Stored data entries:
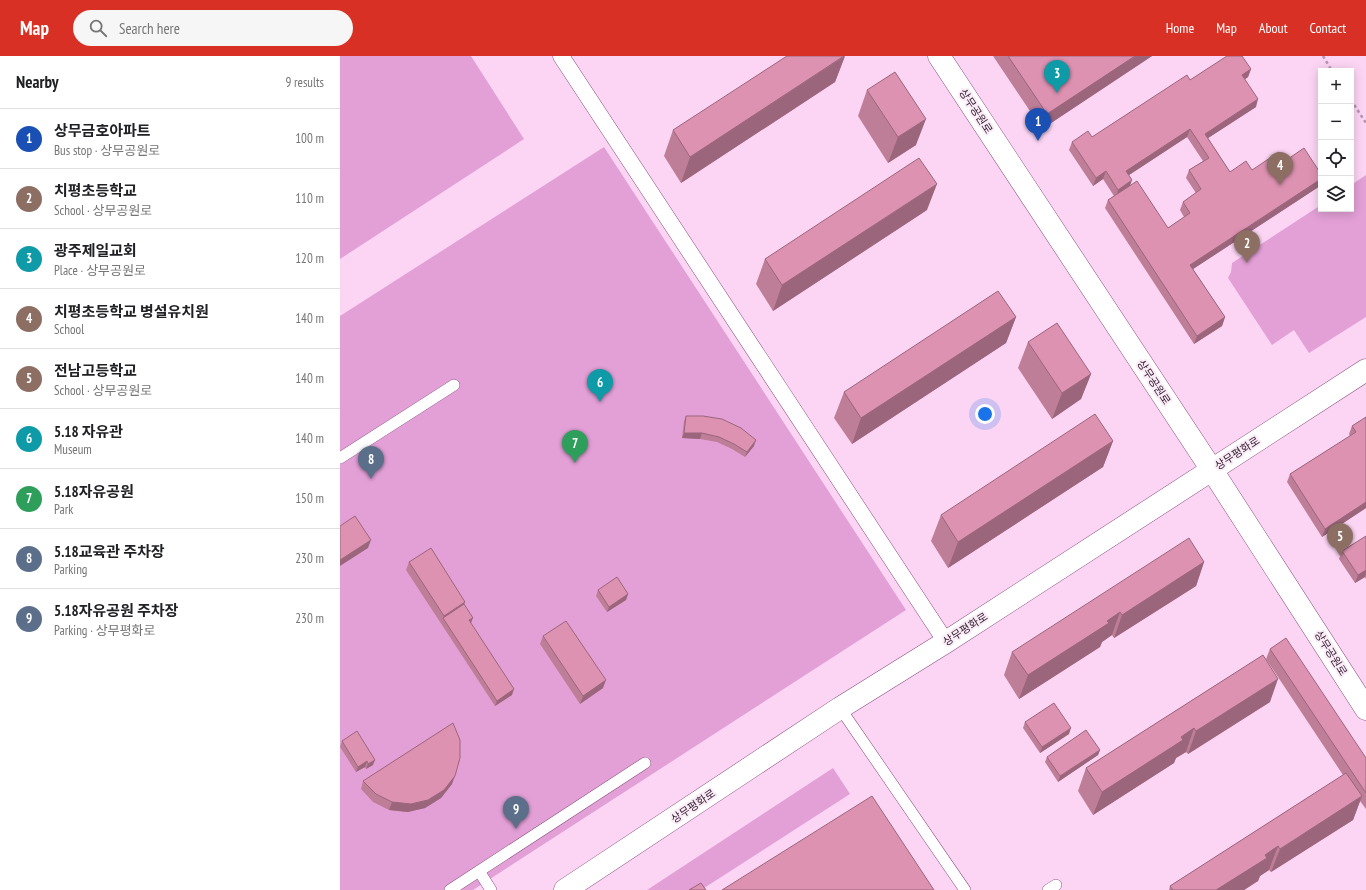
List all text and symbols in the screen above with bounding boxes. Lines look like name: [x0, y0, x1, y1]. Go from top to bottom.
search box: [73, 10, 353, 46]
text: Map: [20, 16, 49, 40]
icon: search: [87, 17, 109, 39]
text: Search here: [119, 19, 180, 38]
text: Home: [1166, 19, 1194, 37]
text: Map: [1216, 19, 1237, 37]
text: About: [1259, 19, 1288, 37]
text: Contact: [1310, 19, 1346, 37]
pin: 3: [1044, 60, 1070, 93]
map controls: [1318, 68, 1354, 212]
button: +: [1318, 68, 1354, 104]
text: Nearby: [16, 71, 59, 93]
text: 9 results: [285, 74, 324, 91]
street label: 상무공원로: [956, 86, 996, 136]
button: −: [1318, 104, 1354, 140]
pin: 1: [1025, 108, 1051, 141]
text: 상무금호아파트: [54, 121, 151, 140]
text: 1: [26, 130, 32, 147]
text: 100 m: [295, 130, 324, 147]
button: locate: [1318, 140, 1354, 176]
text: Bus stop · 상무공원로: [54, 142, 160, 159]
pin: 4: [1267, 152, 1293, 185]
button: layers: [1318, 176, 1354, 212]
text: 치평초등학교: [54, 181, 137, 200]
text: 2: [26, 190, 32, 207]
text: 110 m: [295, 190, 324, 207]
text: School · 상무공원로: [54, 202, 152, 219]
pin: 2: [1234, 230, 1260, 263]
text: 광주제일교회: [54, 241, 137, 260]
text: 3: [26, 250, 32, 267]
text: 120 m: [295, 250, 324, 267]
text: Place · 상무공원로: [54, 262, 146, 279]
text: 치평초등학교 병설유치원: [54, 302, 209, 321]
text: 4: [26, 310, 32, 327]
text: 140 m: [295, 310, 324, 327]
text: School: [54, 321, 84, 338]
street label: 상무공원로: [1134, 357, 1174, 407]
text: 전남고등학교: [54, 361, 137, 380]
pin: 6: [587, 369, 613, 402]
text: 5: [26, 370, 32, 387]
text: 140 m: [295, 370, 324, 387]
text: School · 상무공원로: [54, 382, 152, 399]
your location: [975, 404, 995, 424]
text: 5.18 자유관: [54, 422, 123, 441]
text: 6: [26, 430, 32, 447]
text: 140 m: [295, 430, 324, 447]
pin: 7: [562, 430, 588, 463]
street label: 상무평화로: [1212, 433, 1262, 473]
text: Museum: [54, 441, 92, 458]
pin: 8: [358, 446, 384, 479]
text: 5.18자유공원: [54, 482, 134, 501]
text: 7: [26, 490, 32, 507]
text: 150 m: [295, 490, 324, 507]
text: Park: [54, 501, 73, 518]
pin: 5: [1327, 523, 1353, 556]
text: 5.18교육관 주차장: [54, 542, 165, 561]
text: 8: [26, 550, 32, 567]
text: 230 m: [295, 550, 324, 567]
text: Parking: [54, 561, 87, 578]
text: 5.18자유공원 주차장: [54, 601, 178, 620]
street label: 상무평화로: [940, 609, 990, 649]
text: 9: [26, 610, 32, 627]
text: 230 m: [295, 610, 324, 627]
text: Parking · 상무평화로: [54, 622, 156, 639]
street label: 상무공원로: [1312, 628, 1350, 678]
street label: 상무평화로: [668, 786, 718, 826]
pin: 9: [503, 796, 529, 829]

- **Directions for this task**: Working through the records, find each line containing the word "Parking" and copy it.

- **Expected output**:
text: Parking: [54, 561, 87, 578]
text: Parking · 상무평화로: [54, 622, 156, 639]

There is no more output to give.